═════ MATERIAL SHOWN

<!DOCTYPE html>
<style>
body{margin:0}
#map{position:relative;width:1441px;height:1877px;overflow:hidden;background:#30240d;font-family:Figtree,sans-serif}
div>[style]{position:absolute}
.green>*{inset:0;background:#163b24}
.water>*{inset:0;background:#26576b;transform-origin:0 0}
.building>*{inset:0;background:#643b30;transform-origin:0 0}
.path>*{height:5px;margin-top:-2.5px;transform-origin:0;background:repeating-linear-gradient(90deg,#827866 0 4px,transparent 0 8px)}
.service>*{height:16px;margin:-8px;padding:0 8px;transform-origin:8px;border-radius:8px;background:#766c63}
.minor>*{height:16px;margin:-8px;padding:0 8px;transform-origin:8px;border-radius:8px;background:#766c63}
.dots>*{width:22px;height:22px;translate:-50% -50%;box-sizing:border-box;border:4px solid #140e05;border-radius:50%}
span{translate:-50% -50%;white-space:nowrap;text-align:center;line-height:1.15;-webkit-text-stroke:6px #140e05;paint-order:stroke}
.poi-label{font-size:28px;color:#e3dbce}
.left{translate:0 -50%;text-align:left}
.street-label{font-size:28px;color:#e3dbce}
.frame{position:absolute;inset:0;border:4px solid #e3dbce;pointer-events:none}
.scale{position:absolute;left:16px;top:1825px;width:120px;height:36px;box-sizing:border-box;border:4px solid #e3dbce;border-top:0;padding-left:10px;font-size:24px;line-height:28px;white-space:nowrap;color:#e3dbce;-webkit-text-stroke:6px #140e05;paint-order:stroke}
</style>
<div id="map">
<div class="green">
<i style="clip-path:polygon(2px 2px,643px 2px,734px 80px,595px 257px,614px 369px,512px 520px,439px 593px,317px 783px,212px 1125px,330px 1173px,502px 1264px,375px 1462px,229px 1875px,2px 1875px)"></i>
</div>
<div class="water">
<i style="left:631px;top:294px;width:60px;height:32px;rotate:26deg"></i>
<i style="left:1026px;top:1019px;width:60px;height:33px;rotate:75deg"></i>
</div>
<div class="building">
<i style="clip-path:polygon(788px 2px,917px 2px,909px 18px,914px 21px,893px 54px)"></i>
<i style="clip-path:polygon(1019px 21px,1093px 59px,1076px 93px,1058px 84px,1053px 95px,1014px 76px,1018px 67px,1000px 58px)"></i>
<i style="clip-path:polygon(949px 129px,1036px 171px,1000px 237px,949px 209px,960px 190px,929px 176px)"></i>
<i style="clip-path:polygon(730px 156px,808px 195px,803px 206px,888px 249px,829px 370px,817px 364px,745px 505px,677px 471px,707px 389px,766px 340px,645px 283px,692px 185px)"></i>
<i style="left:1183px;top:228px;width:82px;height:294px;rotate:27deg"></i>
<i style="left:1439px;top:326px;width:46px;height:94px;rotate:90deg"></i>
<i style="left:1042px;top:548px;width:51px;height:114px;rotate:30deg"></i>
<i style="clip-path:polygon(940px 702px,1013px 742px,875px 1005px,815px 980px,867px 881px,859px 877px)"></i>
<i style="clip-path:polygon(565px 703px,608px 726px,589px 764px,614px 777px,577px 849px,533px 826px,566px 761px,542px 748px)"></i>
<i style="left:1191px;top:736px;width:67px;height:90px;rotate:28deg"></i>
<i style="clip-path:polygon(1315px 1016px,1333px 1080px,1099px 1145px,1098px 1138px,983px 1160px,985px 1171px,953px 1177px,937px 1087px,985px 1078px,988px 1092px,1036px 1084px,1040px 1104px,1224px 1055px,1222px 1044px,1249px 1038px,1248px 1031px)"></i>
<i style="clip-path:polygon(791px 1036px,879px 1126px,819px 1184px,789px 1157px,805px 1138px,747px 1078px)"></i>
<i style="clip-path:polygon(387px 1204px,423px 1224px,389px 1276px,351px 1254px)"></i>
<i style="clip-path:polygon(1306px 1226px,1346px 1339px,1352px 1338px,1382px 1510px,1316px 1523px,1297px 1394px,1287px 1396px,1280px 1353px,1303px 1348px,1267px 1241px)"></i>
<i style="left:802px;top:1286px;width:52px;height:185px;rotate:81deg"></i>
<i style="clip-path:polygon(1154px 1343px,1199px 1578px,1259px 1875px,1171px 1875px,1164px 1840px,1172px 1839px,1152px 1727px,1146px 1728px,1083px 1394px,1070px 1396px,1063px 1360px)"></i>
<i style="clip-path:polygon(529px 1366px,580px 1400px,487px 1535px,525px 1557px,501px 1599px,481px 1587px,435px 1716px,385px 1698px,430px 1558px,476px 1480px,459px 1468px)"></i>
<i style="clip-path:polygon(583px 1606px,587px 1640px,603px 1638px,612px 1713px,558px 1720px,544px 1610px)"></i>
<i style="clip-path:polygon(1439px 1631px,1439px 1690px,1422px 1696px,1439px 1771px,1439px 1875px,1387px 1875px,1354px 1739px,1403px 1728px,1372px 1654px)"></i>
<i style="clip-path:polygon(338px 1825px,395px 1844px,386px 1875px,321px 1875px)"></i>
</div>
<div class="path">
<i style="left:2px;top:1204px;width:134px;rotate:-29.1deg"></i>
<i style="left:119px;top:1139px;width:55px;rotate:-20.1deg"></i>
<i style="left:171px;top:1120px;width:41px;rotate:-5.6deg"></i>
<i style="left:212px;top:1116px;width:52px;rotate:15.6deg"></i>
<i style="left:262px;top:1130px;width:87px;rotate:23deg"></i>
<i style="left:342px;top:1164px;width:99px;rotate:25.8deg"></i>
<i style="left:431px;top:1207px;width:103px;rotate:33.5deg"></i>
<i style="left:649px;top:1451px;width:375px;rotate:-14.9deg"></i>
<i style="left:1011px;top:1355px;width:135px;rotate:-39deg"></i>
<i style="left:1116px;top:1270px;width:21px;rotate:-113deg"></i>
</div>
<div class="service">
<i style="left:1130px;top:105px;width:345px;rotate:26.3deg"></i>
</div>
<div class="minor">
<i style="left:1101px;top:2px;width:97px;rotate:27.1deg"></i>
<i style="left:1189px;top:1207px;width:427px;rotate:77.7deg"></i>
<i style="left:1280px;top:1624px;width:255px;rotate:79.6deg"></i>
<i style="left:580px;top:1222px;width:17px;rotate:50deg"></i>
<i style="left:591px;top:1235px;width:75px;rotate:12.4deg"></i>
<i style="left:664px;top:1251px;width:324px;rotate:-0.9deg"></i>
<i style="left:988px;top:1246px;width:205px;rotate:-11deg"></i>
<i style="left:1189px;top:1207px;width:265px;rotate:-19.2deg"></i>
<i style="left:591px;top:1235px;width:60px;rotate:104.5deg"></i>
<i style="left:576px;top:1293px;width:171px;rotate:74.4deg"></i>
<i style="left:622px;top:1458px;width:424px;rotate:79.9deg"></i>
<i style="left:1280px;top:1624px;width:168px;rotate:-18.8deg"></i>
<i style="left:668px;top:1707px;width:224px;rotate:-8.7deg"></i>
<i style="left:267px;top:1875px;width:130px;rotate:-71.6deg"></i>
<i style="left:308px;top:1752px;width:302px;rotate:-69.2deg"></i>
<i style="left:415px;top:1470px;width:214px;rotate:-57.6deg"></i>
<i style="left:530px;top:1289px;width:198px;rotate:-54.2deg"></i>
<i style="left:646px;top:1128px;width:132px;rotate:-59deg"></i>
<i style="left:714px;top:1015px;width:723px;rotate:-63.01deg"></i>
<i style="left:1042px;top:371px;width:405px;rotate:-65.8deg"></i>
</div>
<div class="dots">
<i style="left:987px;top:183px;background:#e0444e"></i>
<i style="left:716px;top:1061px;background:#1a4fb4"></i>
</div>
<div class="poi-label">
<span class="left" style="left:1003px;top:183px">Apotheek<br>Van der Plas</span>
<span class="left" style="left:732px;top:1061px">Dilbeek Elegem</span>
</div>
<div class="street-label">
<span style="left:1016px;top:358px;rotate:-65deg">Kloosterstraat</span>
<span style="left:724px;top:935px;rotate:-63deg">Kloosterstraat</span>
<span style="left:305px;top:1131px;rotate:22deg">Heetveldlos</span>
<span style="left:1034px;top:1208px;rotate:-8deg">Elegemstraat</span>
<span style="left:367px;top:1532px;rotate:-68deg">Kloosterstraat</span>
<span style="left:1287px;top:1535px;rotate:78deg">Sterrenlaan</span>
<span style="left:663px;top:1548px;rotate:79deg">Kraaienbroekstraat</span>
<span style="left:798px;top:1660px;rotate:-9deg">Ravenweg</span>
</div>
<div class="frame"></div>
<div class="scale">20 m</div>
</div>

══════════

EXERCISE BRIEF => Among the lines above, find those carrying the word "water" and copy them out.

RESPONSE AREA =>
.water>*{inset:0;background:#26576b;transform-origin:0 0}
<div class="water">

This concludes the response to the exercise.